The siege and the authorities demand for the suspects, wanted in violent protests over Khan's recent detention, has angered the former prime minister's many followers and is raising concerns about more clashes between them and the security forces.

Last week, Khan's supporters attacked public property and military installations after he was dragged out of a courtroom and arrested. At least 10 people were killed in clashes with police across the country. The violence subsided only when Pakistan’s Supreme Court ordered Khan's release.

The popular opposition leader was freed from custody over the weekend and returned to his home in an upscale district of Lahore, Pakistan’s second largest city and the capital of the Punjab region. Dozens of his supporters have been staying there with him, along with private guards. Police, who on Wednesday surrounded the residence, say they want 40 suspects handed over.

The ultimatum for Khan ends at 2 p.m. local time.

“Probably my last tweet before my next arrest,” the 70-year-old popular opposition leader tweeted on Wednesday, after the siege started. “Police have surrounded my house.”

According to Amir Mir, a spokesman for the Punjab provincial government, police were ready to use firearms if attacked. He told a news conference Thursday that at least 3,400 suspects linked to the clashes have been arrested and that more raids are planned.

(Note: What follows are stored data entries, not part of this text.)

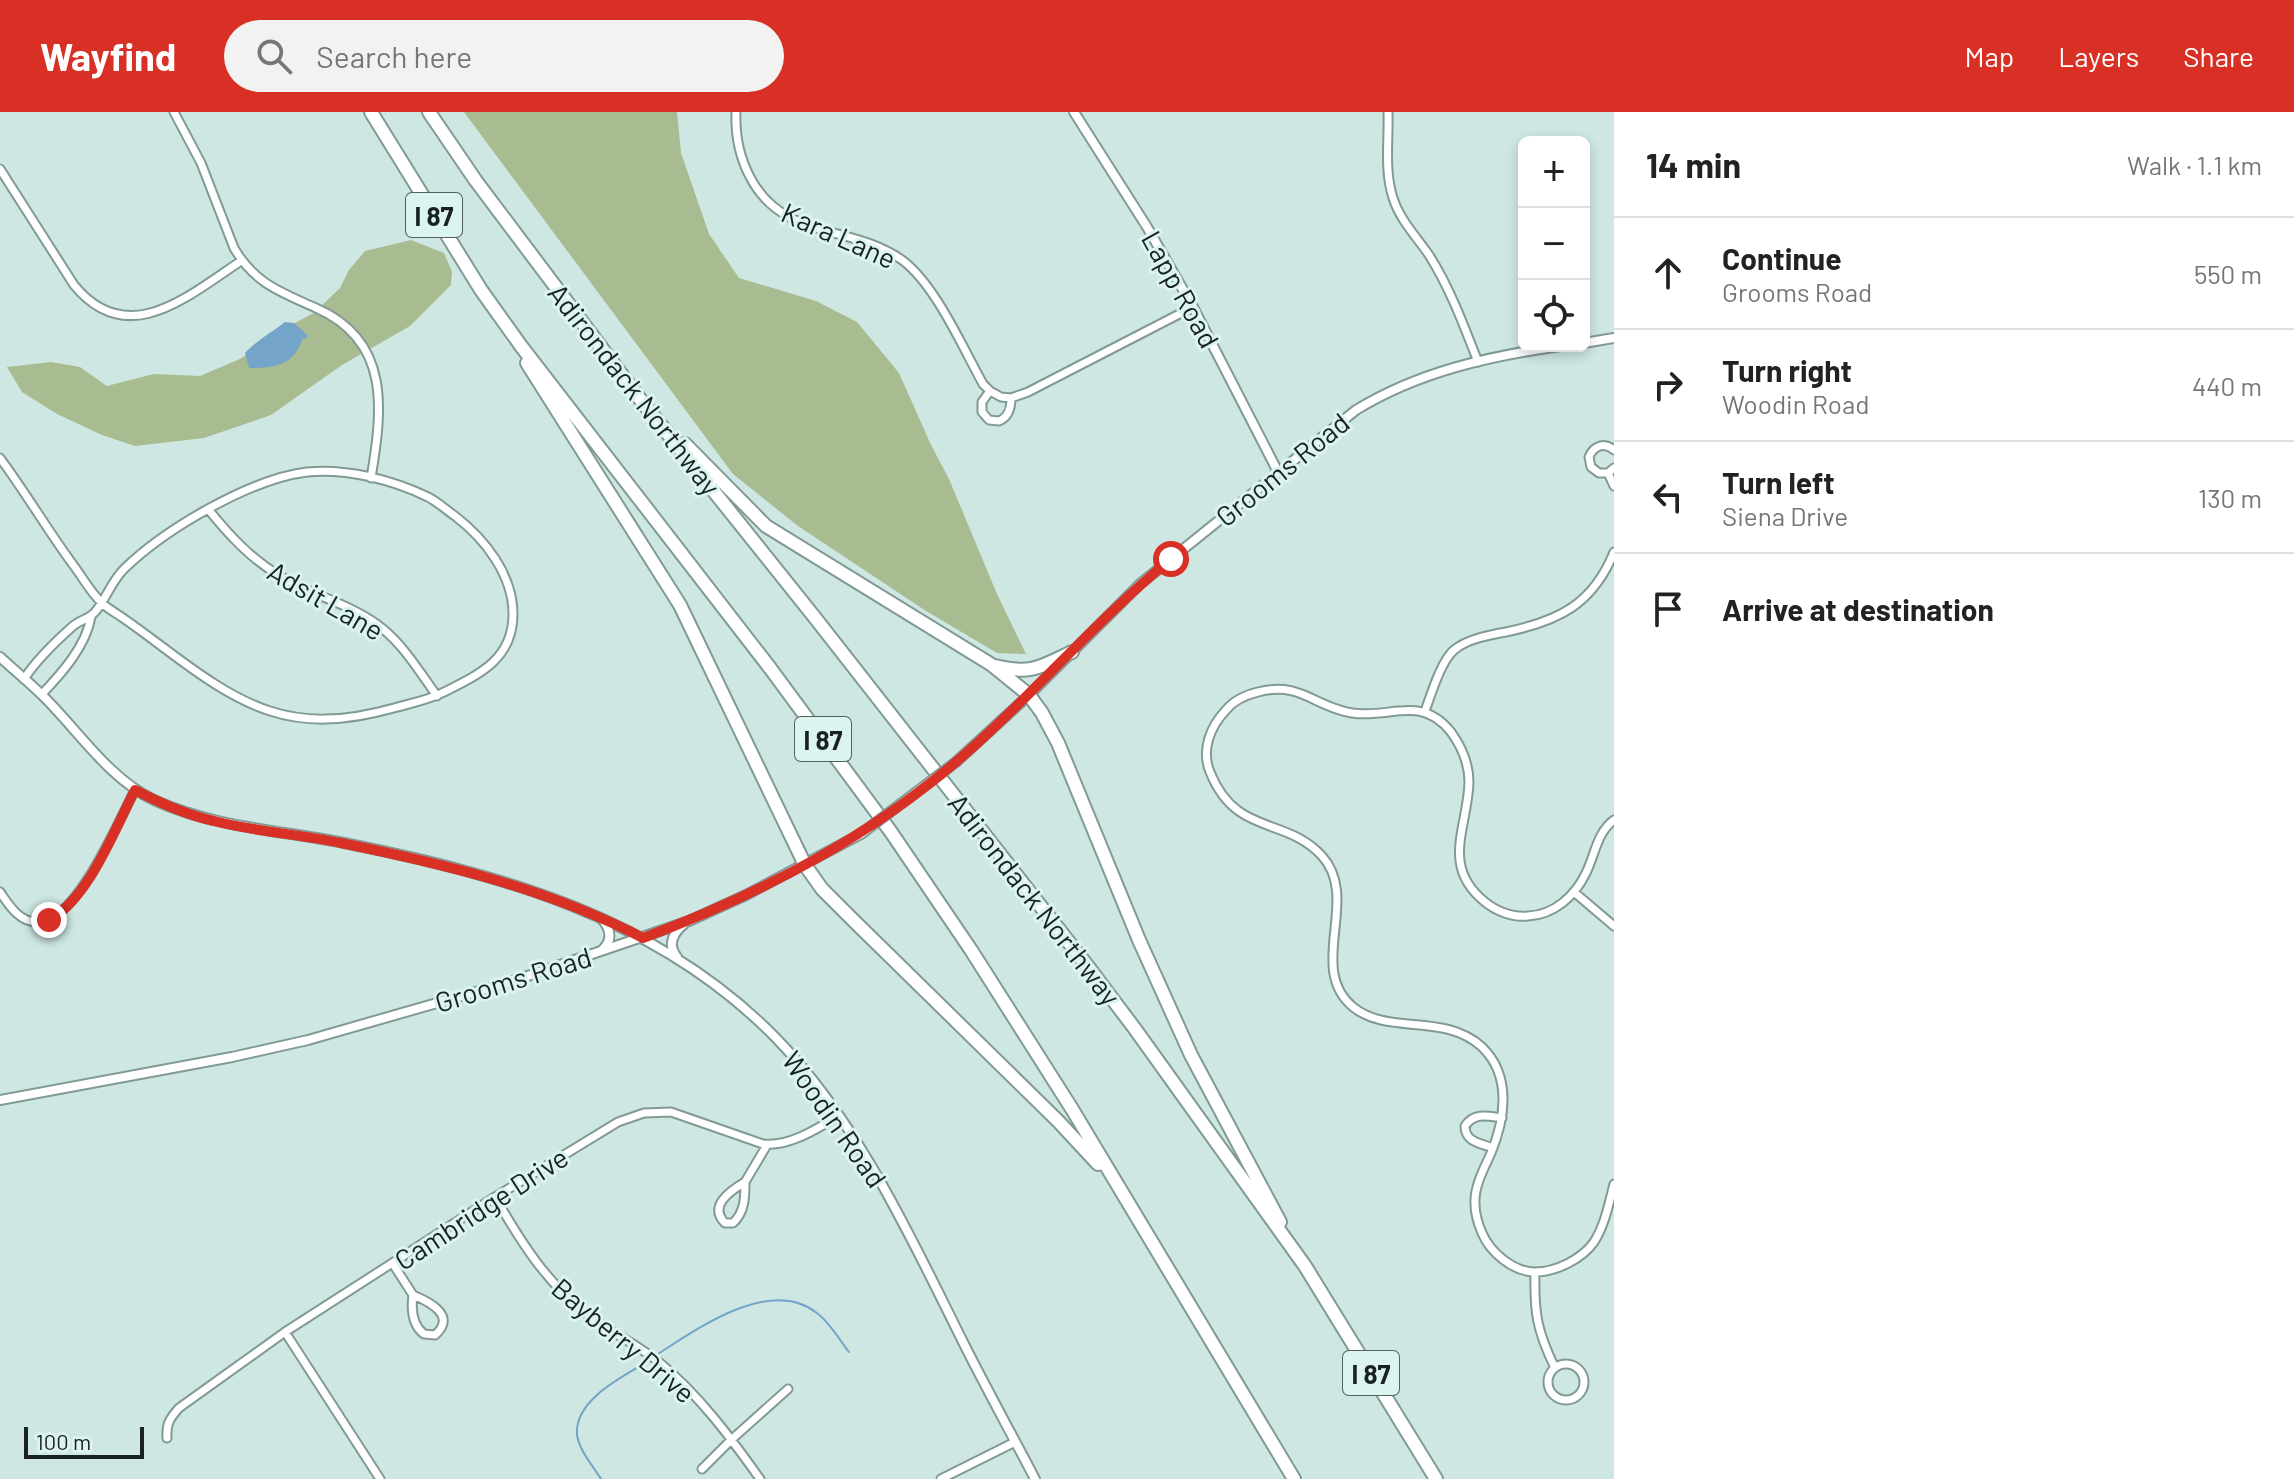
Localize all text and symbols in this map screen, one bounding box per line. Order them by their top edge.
search box [224,20,784,92]
text: Wayfind [40,33,176,79]
icon: search [252,34,296,78]
text: Search here [316,38,472,74]
text: Map [1964,39,2014,73]
text: Layers [2058,39,2139,73]
text: Share [2183,39,2254,73]
map controls [1518,136,1590,352]
button: + [1518,136,1590,208]
text: 14 min [1646,144,1741,185]
text: Walk · 1.1 km [2127,149,2262,180]
road number: I 87 [406,193,462,237]
street label: Kara Lane [777,195,901,275]
button: − [1518,208,1590,280]
street label: Lapp Road [1135,225,1227,353]
text: Continue [1722,240,1842,276]
icon: ahead [1646,251,1690,295]
text: 550 m [2194,258,2262,289]
street label: Adirondack Northway [542,276,728,502]
text: Grooms Road [1722,276,1872,307]
button: locate [1518,280,1590,352]
text: Turn right [1722,352,1852,388]
icon: right [1646,363,1690,407]
text: 440 m [2192,370,2262,401]
text: Woodin Road [1722,388,1869,419]
street label: Grooms Road [1208,405,1356,533]
text: Turn left [1722,464,1835,500]
icon: left [1646,475,1690,519]
text: 130 m [2198,482,2262,513]
text: Siena Drive [1722,500,1848,531]
route start [1153,541,1189,577]
street label: Adsit Lane [262,553,390,647]
icon: arrive [1646,587,1690,631]
text: Arrive at destination [1722,591,1994,627]
road number: I 87 [795,717,851,761]
street label: Adirondack Northway [942,786,1128,1012]
route end [31,902,67,938]
street label: Grooms Road [431,939,595,1019]
street label: Woodin Road [776,1044,894,1194]
street label: Cambridge Drive [388,1139,574,1277]
street label: Bayberry Drive [545,1270,703,1410]
road number: I 87 [1343,1351,1399,1395]
scale bar [24,1423,144,1459]
text: 100 m [36,1428,91,1454]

Pakistani authorities have said they would prosecute civilians involved in recent anti-government protests in military courts.

The announcement has drawn criticism from the advocacy group Amnesty International and the Human Rights Commission of Pakistan, which oppose trials of civilians in the military courts. Military trials in Pakistan are usually held behind closed doors, depriving civilians of some of their basic rights, including contracting a lawyer of their choice.

Khan was ousted by a non-confidence vote in Parliament last year. He has claimed the ouster was illegal and a Western conspiracy.

He now faces more than 100 legal cases, mainly on charges of inciting people to violence, threatening officials, and defying a ban on rallies. He also faces a graft case along with his wife and was summoned by the National Accountability Bureau to answer questions in connection with the case on Thursday.

However, Khan is likely to ignore the summons from the anti-corruption authority to show up for questioning in the garrison city of Rawalpindi. He is expected to address a rally of supporters on the outskirts of Lahore later in the day.